With Rometty's appointment, effective Jan. 1, women will be in charge of two of the world's largest technology companies.
Last month, Meg Whitman was named CEO of Hewlett-Packard Co. Whitman joined eBay Inc. when it was a fledgling startup during the dot-com boom and guided it to become an Internet auction powerhouse and later ran for California governor.
While Whitman's HP is a sprawling company in disarray, Rometty will inherit a finely tuned IBM whose focus on the high-margin businesses of technology services and software has helped it thrive.
IBM's move was unexpected.

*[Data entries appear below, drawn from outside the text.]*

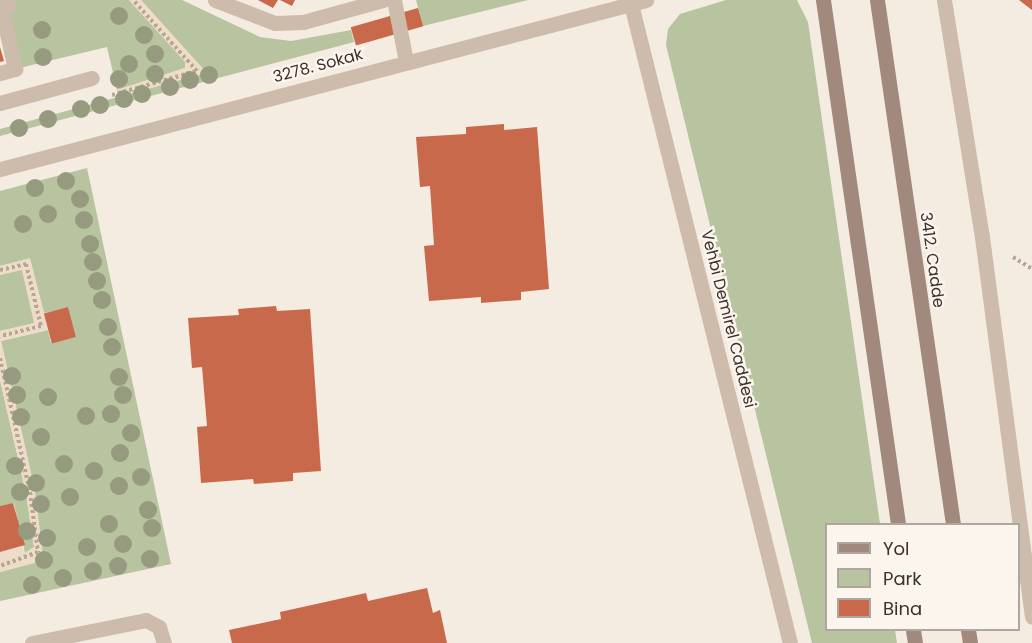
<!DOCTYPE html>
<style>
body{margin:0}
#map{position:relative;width:1032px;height:643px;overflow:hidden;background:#f4ebe1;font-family:Poppins,sans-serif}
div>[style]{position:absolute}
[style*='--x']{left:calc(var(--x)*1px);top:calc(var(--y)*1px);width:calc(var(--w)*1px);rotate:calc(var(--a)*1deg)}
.green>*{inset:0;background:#b8c4a0}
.plaza>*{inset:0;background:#ecdcc8}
.building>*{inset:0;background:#c8694b;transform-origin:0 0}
.path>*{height:4px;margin-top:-2px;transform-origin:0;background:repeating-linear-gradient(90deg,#b9a596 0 3px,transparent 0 6px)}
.lane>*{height:15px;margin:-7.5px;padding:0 7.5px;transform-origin:7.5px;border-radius:7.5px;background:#cdbbac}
.street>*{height:15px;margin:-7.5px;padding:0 7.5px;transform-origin:7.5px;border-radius:7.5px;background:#cdbbac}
.secondary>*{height:15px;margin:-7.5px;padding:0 7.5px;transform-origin:7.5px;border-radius:7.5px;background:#a18a7d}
.trees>*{width:18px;height:18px;margin:-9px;border-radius:50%;background:#969b7f}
span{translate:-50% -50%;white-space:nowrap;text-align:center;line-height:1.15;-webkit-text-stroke:5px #fbf5ee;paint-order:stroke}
.street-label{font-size:16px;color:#3b302b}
.legend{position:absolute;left:825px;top:523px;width:195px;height:108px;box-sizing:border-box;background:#fbf5ee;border:2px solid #aea6a0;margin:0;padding:8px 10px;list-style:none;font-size:18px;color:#3b302b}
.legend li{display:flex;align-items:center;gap:12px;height:30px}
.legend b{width:30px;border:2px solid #aea6a0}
</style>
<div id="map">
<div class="green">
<i style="clip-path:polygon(7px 0,129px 0,186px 62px,185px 68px,117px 90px,107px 47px,15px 69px)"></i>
<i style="clip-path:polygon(141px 0,182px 0,260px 37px,291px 41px,351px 30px,354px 42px,0 136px,0 129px,206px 73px)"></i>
<i style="clip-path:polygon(416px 0,528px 0,423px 26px)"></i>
<i style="clip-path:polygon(726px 0,797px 0,808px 22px,880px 524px,826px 524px,826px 630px,895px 630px,897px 643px,812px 643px,666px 45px,668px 29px,680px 14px)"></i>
<i style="clip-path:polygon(87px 168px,171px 564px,0 601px,0 572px,39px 561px,35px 491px,1px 341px,48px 330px,51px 343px,76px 337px,68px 308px,44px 313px,30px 259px,0 266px,0 191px)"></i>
<i style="clip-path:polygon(22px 269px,35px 323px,0 331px,0 275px)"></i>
<i style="clip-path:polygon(0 380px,26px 493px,34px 547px,25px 553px,14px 503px,0 506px)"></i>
</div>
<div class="plaza">
<i style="clip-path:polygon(129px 0,141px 0,207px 73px,119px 96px,117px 90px,185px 68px,185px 62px)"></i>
<i style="clip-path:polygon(30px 258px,48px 330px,1px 341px,35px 491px,43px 555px,35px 563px,0 572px,0 552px,22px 546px,25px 553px,34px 547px,26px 493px,0 380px,0 331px,34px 323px,22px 270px,0 275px,0 266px)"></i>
</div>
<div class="building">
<i style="clip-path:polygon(258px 0,278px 0,273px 8px)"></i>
<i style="clip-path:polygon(280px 0,295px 0,292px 6px)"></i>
<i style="clip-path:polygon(1019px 0,1032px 0,1032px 10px)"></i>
<i style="left:418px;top:8px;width:19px;height:70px;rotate:74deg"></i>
<i style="clip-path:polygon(0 47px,4px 61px,0 62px)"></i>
<i style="clip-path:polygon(504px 124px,504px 130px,537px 127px,549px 289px,521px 292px,521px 300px,481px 303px,481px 297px,429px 301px,424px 246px,434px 245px,430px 186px,420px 187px,416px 137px,466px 134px,466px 127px)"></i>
<i style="clip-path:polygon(276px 306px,277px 311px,310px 309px,321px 471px,293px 473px,293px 481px,254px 484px,253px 479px,201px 483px,197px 427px,207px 426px,202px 367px,192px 368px,188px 318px,239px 315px,238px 309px)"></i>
<i style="left:68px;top:307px;width:31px;height:25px;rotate:75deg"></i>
<i style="clip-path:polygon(13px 503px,25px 545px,0 552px,0 506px)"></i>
<i style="clip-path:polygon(427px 588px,433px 613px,440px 610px,447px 643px,232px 643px,229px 630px,281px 619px,280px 612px,366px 593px,368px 601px)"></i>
</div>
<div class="path">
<i style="--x:112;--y:95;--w:88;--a:-15.8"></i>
<i style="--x:197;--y:71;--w:96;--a:-132"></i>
<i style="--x:1013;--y:257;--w:22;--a:32"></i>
<i style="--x:0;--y:270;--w:27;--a:-13"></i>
<i style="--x:26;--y:264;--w:64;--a:76.4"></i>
<i style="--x:41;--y:326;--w:42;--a:166.3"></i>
<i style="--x:0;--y:358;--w:137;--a:77.4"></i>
<i style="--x:30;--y:492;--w:61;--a:82.4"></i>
<i style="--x:38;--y:552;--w:40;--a:159.8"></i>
</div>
<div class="lane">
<i style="--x:215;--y:0;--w:64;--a:21"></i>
<i style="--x:275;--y:23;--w:28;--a:-2"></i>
<i style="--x:303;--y:22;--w:83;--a:-15.4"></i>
<i style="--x:394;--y:0;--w:62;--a:78.9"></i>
<i style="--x:0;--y:103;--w:95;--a:-15.2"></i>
<i style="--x:32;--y:643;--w:116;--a:-11.4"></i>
<i style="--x:146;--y:620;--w:15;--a:28"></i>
<i style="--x:159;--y:627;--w:17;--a:73"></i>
</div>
<div class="street">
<i style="--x:944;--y:0;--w:240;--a:80.9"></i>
<i style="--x:982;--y:237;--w:383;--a:82.5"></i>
<i style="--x:631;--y:4;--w:658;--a:76.03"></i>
<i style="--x:0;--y:73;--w:16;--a:-15"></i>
<i style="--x:15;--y:69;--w:64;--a:-102.7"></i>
<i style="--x:1;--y:7;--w:7;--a:-8"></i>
<i style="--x:8;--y:6;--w:6;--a:-99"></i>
<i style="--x:0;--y:169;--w:668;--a:-14.66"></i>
</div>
<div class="secondary">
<i style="--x:823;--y:0;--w:529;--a:81.85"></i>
<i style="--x:877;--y:0;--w:529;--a:81.75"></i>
<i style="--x:913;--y:630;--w:13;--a:81"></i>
<i style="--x:968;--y:630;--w:13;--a:81"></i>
</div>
<div class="trees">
<i style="left:119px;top:16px"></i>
<i style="left:42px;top:30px"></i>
<i style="left:144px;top:35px"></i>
<i style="left:155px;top:54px"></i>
<i style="left:43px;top:57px"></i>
<i style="left:129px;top:64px"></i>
<i style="left:155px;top:74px"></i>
<i style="left:209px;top:75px"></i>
<i style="left:119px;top:79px"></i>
<i style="left:190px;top:80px"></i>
<i style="left:170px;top:87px"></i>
<i style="left:142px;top:94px"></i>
<i style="left:124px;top:99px"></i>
<i style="left:100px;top:105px"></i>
<i style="left:81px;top:109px"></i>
<i style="left:48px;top:119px"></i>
<i style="left:19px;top:128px"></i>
<i style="left:66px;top:181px"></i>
<i style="left:35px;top:188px"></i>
<i style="left:80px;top:199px"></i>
<i style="left:48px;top:214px"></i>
<i style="left:84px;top:220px"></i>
<i style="left:23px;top:224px"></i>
<i style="left:90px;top:244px"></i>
<i style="left:93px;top:262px"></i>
<i style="left:97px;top:281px"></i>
<i style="left:102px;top:300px"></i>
<i style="left:108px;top:327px"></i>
<i style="left:112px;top:347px"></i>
<i style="left:12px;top:376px"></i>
<i style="left:119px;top:377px"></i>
<i style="left:17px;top:395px"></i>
<i style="left:123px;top:395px"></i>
<i style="left:48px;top:397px"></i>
<i style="left:111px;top:414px"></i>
<i style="left:86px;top:416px"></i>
<i style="left:21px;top:417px"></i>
<i style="left:131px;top:433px"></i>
<i style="left:41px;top:437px"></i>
<i style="left:120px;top:453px"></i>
<i style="left:64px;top:464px"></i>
<i style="left:15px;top:466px"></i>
<i style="left:94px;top:471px"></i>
<i style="left:141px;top:477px"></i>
<i style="left:36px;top:483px"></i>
<i style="left:119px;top:486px"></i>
<i style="left:20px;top:492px"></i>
<i style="left:70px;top:497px"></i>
<i style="left:41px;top:504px"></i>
<i style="left:148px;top:510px"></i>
<i style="left:109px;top:524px"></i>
<i style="left:152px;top:528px"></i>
<i style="left:27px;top:531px"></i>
<i style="left:47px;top:538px"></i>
<i style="left:123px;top:544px"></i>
<i style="left:87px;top:547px"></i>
<i style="left:150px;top:559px"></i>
<i style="left:44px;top:560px"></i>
<i style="left:118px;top:566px"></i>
<i style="left:93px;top:571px"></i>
<i style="left:63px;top:578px"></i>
<i style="left:32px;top:585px"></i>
</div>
<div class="street-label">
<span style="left:318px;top:66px;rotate:-15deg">3278. Sokak</span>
<span style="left:932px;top:260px;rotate:82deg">3412. Cadde</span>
<span style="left:728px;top:319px;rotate:76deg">Vehbi Demirel Caddesi</span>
</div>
<ul class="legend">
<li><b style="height:8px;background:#a18a7d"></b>Yol</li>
<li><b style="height:16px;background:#b8c4a0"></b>Park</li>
<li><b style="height:16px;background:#c8694b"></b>Bina</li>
</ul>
</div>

Palmisano had tamped down earlier talk of his retirement, insisting that he wanted to stay on as chief. In rare public comments, he said last year that he was "not going anywhere" and that there's no formal policy at IBM dictating when a CEO should retire.
Palmisano in a statement said that Rometty has led some of IBM's most important businesses, and was instrumental in the formation of IBM's business services division. She oversaw IBM's $3.5 billion purchase of PricewaterhouseCoopers' consulting business in 2002, which is a key element of a strategy that has made IBM a heavily copied company. She is "more than a superb operational executive," Palmisano said.
"She brings to the role of CEO a unique combination of vision, client focus, unrelenting drive, and passion for IBMers and the company's future," Palmisano said. "I know the board agrees with me that Ginni is the ideal CEO to lead IBM into its second century."
Investors had liked the idea of Palmisano staying at the helm.
IBM shares fell $1.59, or 0.9 percent, to $178.77 in extended trading, after the change was announced.